Market movers today
It is a relatively quiet day on the data release front and hence market attention will be on political signals, notably from the trade talks between the US and China and the Brexit debate starting up in the UK.
In Japan, we will get November cash earnings overnight. After the summer's large bonus payments, cash earnings have lost momentum again and y/y real earnings have been hovering around zero. Cash earnings are key for the inflation outlook to brighten and Bank of Japan governor Haruhiko Kuroda has highlighted that they will follow wage developments closely in order to spot future tendencies in inflation. Falling oil prices should be supportive and push real wages back into a positive trend.
Danish December CPI inflation is due today. We expect inflation to decrease slightly from 0.8% to 0.7% in November. See more on page 2.
In Norway, November manufacturing production is due to be released today.
Selected market news
Trade talks between the US and China top officials continue today in Beijing. US and Asian equity indices are up 0.5-1.0% this morning after the Trump Administration indicated that a 'reasonable' deal could be reached. This followed an unexpected appearance by China's most senior economic official Liu He, President Xi Jinping's top economic advisor, among the Chinese delegation.
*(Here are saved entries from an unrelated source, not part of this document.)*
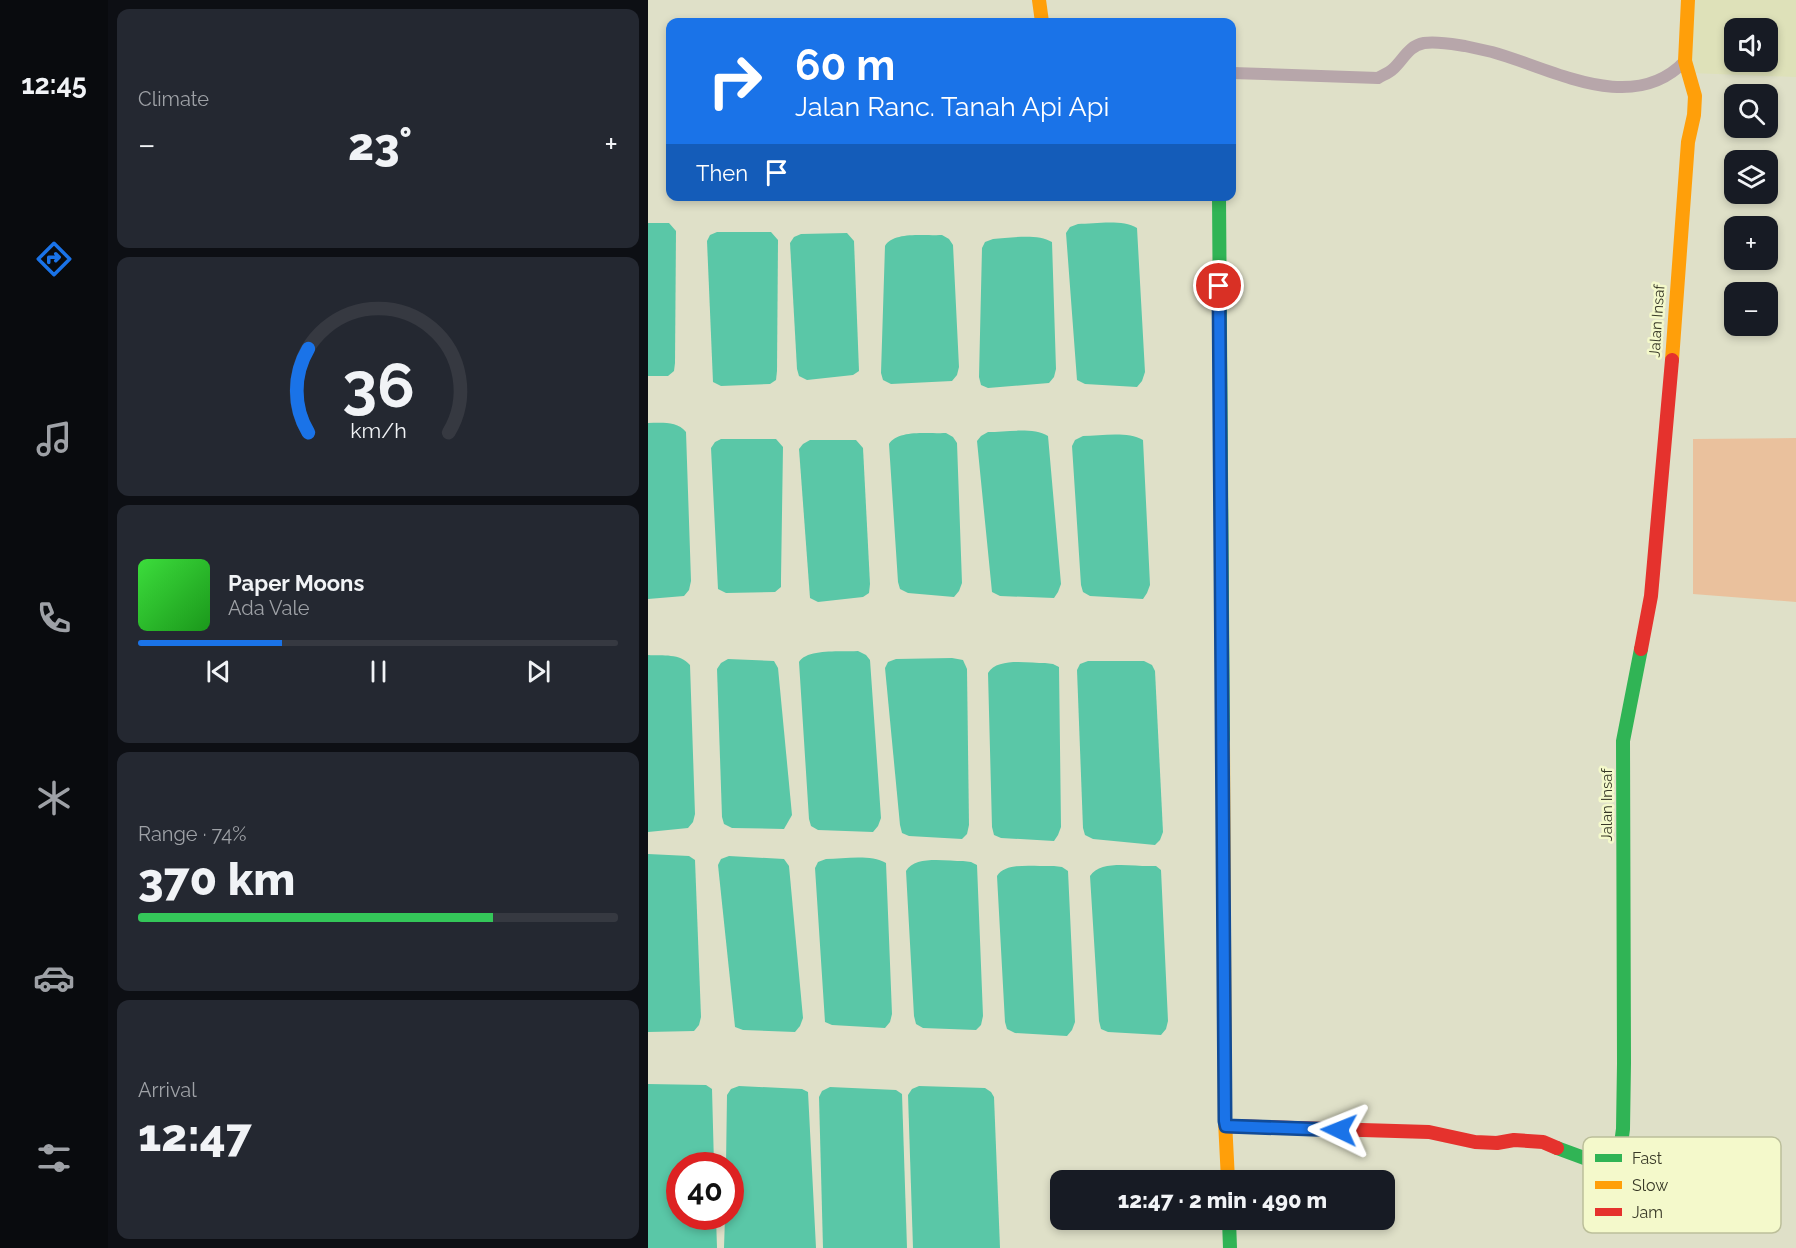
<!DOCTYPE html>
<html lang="en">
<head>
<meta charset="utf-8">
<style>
	body { margin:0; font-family:Raleway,sans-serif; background:#242831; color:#f1f3f6; height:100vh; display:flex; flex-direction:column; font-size:22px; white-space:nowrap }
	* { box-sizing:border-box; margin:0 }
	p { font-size:20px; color:#9ea1a6 }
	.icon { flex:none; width:33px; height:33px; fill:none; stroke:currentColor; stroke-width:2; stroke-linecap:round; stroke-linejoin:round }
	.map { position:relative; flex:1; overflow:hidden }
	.sheet { display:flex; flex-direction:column; gap:9px; padding:9px; background:#0d0f14; width:540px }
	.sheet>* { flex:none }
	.hud { position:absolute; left:18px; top:18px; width:570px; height:183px; border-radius:12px; box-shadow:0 3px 9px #0003; background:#1a73e8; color:#fff; overflow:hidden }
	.tools { position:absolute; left:1076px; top:18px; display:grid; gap:12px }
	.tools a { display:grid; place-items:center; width:54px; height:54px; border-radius:12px; background:#171b24; box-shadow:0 3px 9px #0003; font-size:30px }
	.speed { position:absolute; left:18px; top:1152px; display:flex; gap:12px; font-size:30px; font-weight:700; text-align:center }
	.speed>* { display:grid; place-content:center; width:78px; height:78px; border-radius:50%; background:#171b24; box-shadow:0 3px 9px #0003; line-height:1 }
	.speed .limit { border:9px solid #d22; background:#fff; color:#111 }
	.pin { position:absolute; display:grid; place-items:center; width:51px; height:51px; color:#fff; margin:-26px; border:3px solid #fff; border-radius:50%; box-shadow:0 2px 6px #0007 }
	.me { position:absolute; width:66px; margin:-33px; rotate:272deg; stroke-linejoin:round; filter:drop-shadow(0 0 4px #0008) }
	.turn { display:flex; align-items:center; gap:21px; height:126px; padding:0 30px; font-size:27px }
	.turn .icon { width:78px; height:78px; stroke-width:2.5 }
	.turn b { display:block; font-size:42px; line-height:51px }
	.then { display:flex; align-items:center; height:57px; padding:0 30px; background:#0003; gap:12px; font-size:22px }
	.big { font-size:45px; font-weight:800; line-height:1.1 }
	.sheet .widget { flex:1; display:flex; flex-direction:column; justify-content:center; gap:9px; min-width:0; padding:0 21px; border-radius:12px; background:#242831 }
	.sheet .dial { align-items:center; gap:0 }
	.dial svg { height:156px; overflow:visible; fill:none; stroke:#363941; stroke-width:7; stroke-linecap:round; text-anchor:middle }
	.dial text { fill:#f1f3f6; stroke:none }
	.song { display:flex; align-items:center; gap:18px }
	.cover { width:72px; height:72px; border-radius:9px; background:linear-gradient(135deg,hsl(120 70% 55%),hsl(120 70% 35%)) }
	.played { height:6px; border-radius:3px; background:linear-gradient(90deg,#1a73e8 30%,#363941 30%) }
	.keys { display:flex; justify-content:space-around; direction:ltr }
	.heat { display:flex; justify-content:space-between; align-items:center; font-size:33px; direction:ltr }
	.charge { height:9px; border-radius:4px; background:linear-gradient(90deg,#34c759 74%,#363941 0) }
	.trip { position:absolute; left:402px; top:1170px; width:345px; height:60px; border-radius:12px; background:#171b24; box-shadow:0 3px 9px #0003; font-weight:800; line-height:60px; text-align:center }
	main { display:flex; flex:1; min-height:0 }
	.tabs { display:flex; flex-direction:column; width:108px; justify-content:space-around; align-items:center; background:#090b0e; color:#9ea1a6 }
	.tabs .icon { width:42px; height:42px }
	.tabs .on { color:#1a73e8 }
	.tabs b { font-size:27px; color:#f1f3f6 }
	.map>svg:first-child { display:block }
</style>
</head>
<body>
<main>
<nav class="tabs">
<b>12:45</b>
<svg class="icon on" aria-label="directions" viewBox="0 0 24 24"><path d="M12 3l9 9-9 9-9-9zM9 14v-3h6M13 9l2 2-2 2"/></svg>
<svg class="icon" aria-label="music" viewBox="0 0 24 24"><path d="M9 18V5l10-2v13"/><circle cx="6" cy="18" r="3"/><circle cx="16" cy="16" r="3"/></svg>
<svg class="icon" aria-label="phone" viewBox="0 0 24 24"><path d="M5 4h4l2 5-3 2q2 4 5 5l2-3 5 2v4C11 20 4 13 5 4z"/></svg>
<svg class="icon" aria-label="climate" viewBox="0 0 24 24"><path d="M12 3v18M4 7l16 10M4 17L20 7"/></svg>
<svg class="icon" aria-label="car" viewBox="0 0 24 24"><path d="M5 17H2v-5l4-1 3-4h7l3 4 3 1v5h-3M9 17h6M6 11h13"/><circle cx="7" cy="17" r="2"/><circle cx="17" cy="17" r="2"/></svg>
<svg class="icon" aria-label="filters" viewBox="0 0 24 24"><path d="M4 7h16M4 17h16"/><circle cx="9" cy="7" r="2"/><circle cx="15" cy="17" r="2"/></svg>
</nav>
<section class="sheet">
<div class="widget"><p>Climate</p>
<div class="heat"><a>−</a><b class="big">23°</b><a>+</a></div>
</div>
<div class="widget dial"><svg viewBox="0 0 100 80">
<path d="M14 69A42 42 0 1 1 86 69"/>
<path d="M14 69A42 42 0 0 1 14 26" stroke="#1a73e8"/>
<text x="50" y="56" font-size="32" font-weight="700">36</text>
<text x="50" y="72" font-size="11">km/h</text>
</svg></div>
<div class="widget">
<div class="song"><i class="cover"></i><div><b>Paper Moons</b><p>Ada Vale</p></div></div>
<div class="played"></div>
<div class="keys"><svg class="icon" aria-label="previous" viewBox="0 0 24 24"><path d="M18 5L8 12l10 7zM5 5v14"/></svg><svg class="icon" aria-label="pause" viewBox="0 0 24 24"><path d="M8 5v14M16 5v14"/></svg><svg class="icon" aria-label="next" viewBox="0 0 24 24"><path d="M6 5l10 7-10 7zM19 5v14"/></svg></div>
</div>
<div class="widget"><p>Range · 74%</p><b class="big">370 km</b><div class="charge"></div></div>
<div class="widget"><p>Arrival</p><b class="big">12:47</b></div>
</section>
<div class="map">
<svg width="1148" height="1248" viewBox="0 0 1148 1248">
	<rect width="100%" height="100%" fill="#dfe0c8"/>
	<path fill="#dee1b9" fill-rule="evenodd" d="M 1045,0 L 1148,0 L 1148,77 L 1043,73 ZM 1086,28 L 1119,28 L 1119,62 L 1086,62 Z"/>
	<path fill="#eac19d" d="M 1148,438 L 1148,602 L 1045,594 L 1045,439 Z"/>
	<g fill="#5ac7a7">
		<path d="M 0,223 L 21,223 L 28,231 L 27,363 L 26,371 L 20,376 L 0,376 Z"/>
		<path d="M 430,224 C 447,224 474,219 489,228 L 497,372 L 494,381 L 489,387 L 437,384 L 429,380 L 418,233 L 422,227 Z"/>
		<path d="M 69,232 L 123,232 L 130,240 L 129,371 L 128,380 L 122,384 L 73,386 L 65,382 L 59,241 L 62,235 Z"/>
		<path d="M 199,233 L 206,241 L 211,371 L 205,375 L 159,380 L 151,376 L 149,369 L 142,243 L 146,237 L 153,234 Z"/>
		<path d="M 294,235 L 301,239 L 305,245 L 311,367 L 309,375 L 304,381 L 243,384 L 235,380 L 233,373 L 237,246 C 245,231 278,236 294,235 Z"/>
		<path d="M 345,239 C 362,238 389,233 404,242 L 408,369 L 406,377 L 401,383 L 340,388 L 333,385 L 331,377 L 334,248 L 337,242 Z"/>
		<path d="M 0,423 C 14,423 29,421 38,432 L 43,581 L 41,590 L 36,596 L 0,599 Z"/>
		<path d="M 340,432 C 358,432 385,427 400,436 L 413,584 L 410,592 L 406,598 L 352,596 L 344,592 L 329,441 L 333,436 Z"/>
		<path d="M 298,433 L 305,437 L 309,443 L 314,583 L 311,591 L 306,597 L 260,593 L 252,589 L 250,582 L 241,444 C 250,429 282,434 298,433 Z"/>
		<path d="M 435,436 C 453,436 479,431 495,440 L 502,585 L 499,593 L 495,599 L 442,596 L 435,592 L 433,585 L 424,446 L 427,440 Z"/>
		<path d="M 73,439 L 128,439 L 135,447 L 133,579 L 133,587 L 127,592 L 78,593 L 70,589 L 63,448 L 67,442 Z"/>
		<path d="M 162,440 L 208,440 L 215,448 L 222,584 L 221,593 L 215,597 L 170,602 L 162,598 L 151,449 L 155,444 Z"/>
		<path d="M 210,651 L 218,655 L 222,660 L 233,818 L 230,826 L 225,832 L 170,830 L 163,826 L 161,819 L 151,662 C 159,648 195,652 210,651 Z"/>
		<path d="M 0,655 C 15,656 32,653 42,665 L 47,814 L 45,822 L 40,828 L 0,832 Z"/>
		<path d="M 304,658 L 315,660 L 319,669 L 321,825 L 319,834 L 314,839 L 261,836 L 254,833 L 252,825 L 237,668 L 240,662 L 248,659 Z"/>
		<path d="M 80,659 L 126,661 L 130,668 L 144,815 L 136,829 L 84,828 L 76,824 L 74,817 L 69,669 L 73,663 Z"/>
		<path d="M 440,661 L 496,661 L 504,665 L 507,671 L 515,832 L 512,840 L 507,845 L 445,839 L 437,835 L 435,828 L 429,670 L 432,664 Z"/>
		<path d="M 397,663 L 405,664 L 411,667 L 413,827 L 410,835 L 406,841 L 353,838 L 346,835 L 344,827 L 340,673 C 349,657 380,663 397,663 Z"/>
		<path d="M 0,854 L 41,856 L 47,860 L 53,1017 L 51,1025 L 46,1031 L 0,1032 Z"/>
		<path d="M 81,856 L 136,859 L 141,866 L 155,1018 L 152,1026 L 147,1032 L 95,1030 L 87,1027 L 70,865 L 73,859 Z"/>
		<path d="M 178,859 C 196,859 222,854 238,863 L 244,1014 L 242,1022 L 237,1028 L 184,1025 L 177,1022 L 167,868 L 170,862 Z"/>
		<path d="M 315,861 L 323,862 L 329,865 L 335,1016 L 333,1025 L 328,1030 L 275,1028 L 268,1024 L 266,1016 L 258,871 C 267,855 298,861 315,861 Z"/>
		<path d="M 406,866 L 414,867 L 420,871 L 427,1022 L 424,1030 L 419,1036 L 367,1033 L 359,1029 L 357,1022 L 349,876 C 358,861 390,867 406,866 Z"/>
		<path d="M 500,866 L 508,866 L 513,870 L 520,1021 L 518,1029 L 513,1035 L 460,1032 L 453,1029 L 451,1021 L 442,876 C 452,860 483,866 500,866 Z"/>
		<path d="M 0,1084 L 58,1085 L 64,1089 L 66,1165 L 32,1166 L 32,1216 L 68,1217 L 69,1248 L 0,1248 Z"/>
		<path d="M 91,1086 L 154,1089 L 160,1092 L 168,1248 L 76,1248 L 77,1217 L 82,1216 L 82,1166 L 78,1165 L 79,1095 L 83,1089 Z"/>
		<path d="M 271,1086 L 337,1088 L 343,1092 L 346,1097 L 352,1248 L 265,1248 L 260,1095 L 264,1089 Z"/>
		<path d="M 182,1087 L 248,1090 L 254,1094 L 259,1248 L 175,1248 L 171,1097 L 174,1091 Z"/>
	</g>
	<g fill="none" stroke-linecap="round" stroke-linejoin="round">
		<path stroke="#b7a6aa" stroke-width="12" d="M 584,73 L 730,78 C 735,75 741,73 745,69 C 756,59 760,46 776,43 C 789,41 804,44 817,46 C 826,48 835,50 844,52 C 903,68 984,117 1037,61"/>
		<g stroke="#30b455" stroke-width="14">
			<path d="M 571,196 L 575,743"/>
			<path d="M 909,1148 L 947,1162 L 959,1161 L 972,1151 L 975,1129 L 976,1063 L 975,741 L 993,649"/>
			<path d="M 581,1220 L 582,1248"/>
		</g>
		<g stroke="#ff9f0a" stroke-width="14">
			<path d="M 391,0 L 394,22"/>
			<path d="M 1024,360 L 1040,142 L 1046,115 L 1047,96 L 1037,61 L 1040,0"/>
			<path d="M 575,743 L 577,1121 L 580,1180"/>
		</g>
		<g stroke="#e5322d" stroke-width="14">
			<path d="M 993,649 L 1003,596 L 1024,360"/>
			<path d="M 578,1126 L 781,1132 L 827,1142 L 849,1143 L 866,1140 L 895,1142 L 909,1148"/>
		</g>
	</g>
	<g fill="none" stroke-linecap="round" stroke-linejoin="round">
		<defs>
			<path id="route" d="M 571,286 L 577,1121 L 578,1126 L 691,1130"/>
		</defs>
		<use href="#route" stroke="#114b97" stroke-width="15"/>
		<use href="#route" stroke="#1a73e8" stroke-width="10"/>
	</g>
	<g text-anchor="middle" stroke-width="5" stroke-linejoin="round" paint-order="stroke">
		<g font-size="15" fill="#383927" stroke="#f4f9cb">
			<text transform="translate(1009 321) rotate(-86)" y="5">Jalan Insaf</text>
			<text transform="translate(959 805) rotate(-90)" y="5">Jalan Insaf</text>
		</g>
	</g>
	<rect x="935" y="1137" width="198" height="96" rx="9" fill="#f4f9cb" stroke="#bcbf9a" stroke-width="1.5"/>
	<rect x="947" y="1154" width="27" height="8" fill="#30b455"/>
	<rect x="947" y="1181" width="27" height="8" fill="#ff9f0a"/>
	<rect x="947" y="1208" width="27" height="8" fill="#e5322d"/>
	<g font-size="16" fill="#383927">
		<text x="984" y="1164">Fast</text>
		<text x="984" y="1191">Slow</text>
		<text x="984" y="1218">Jam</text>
	</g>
</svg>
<div class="tools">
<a><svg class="icon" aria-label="sound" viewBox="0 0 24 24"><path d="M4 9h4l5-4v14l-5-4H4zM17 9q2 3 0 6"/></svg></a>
<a><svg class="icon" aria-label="search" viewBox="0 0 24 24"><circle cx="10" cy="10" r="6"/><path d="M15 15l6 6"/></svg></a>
<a><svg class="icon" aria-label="layers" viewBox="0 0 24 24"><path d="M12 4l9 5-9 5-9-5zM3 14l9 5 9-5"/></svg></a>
<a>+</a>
<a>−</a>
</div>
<div class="speed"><div class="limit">40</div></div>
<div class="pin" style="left:571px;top:286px;background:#d93025"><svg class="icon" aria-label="arrive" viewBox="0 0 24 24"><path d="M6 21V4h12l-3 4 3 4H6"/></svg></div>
<svg class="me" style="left:691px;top:1130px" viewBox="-20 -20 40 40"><path d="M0-17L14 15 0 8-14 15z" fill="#1a73e8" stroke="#fff" stroke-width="4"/></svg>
<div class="trip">12:47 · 2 min · 490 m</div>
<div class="hud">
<div class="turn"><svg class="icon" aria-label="right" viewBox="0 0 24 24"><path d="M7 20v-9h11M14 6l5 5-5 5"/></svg><div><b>60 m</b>Jalan Ranc. Tanah Api Api</div></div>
<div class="then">Then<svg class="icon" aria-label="arrive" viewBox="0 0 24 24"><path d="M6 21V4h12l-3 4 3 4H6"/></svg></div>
</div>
</div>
</main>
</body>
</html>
The gains appeared despite another disappointing print of US economic indicators, with the ISM Non-Manufacturing Index down to 57.6 (expected 58.5). Risk sentiment is up somewhat in equity markets after the People's Bank of China's decision to lower reserve requirements and Fed Chair Powell's comments on Friday.
The short end of US yield curves is becoming less inverted with 5Y US treasury yields up another 2bp, thus erasing the large drop in yields seen at the beginning of the year. The longer trades are roughly unchanged.
British Prime Minister Theresa May's cabinet is due to meet this morning to discuss a proposal that could potentially limit the British Treasury's tax raising powers should the divorce with the EU end without a deal. It is as yet uncertain whether the proposal, which is an amendment to the Prime Minister's own budget legislation, will be selected for a parliamentary vote, but the fact that the cabinet is considering this proposal highlights the weakness of Theresa May's position within the government. Should the proposal turn into law, it would lower the risk of a no-deal Brexit, the latter being the preferred alternative for the Prime Minister herself should her Brexit deal not pass.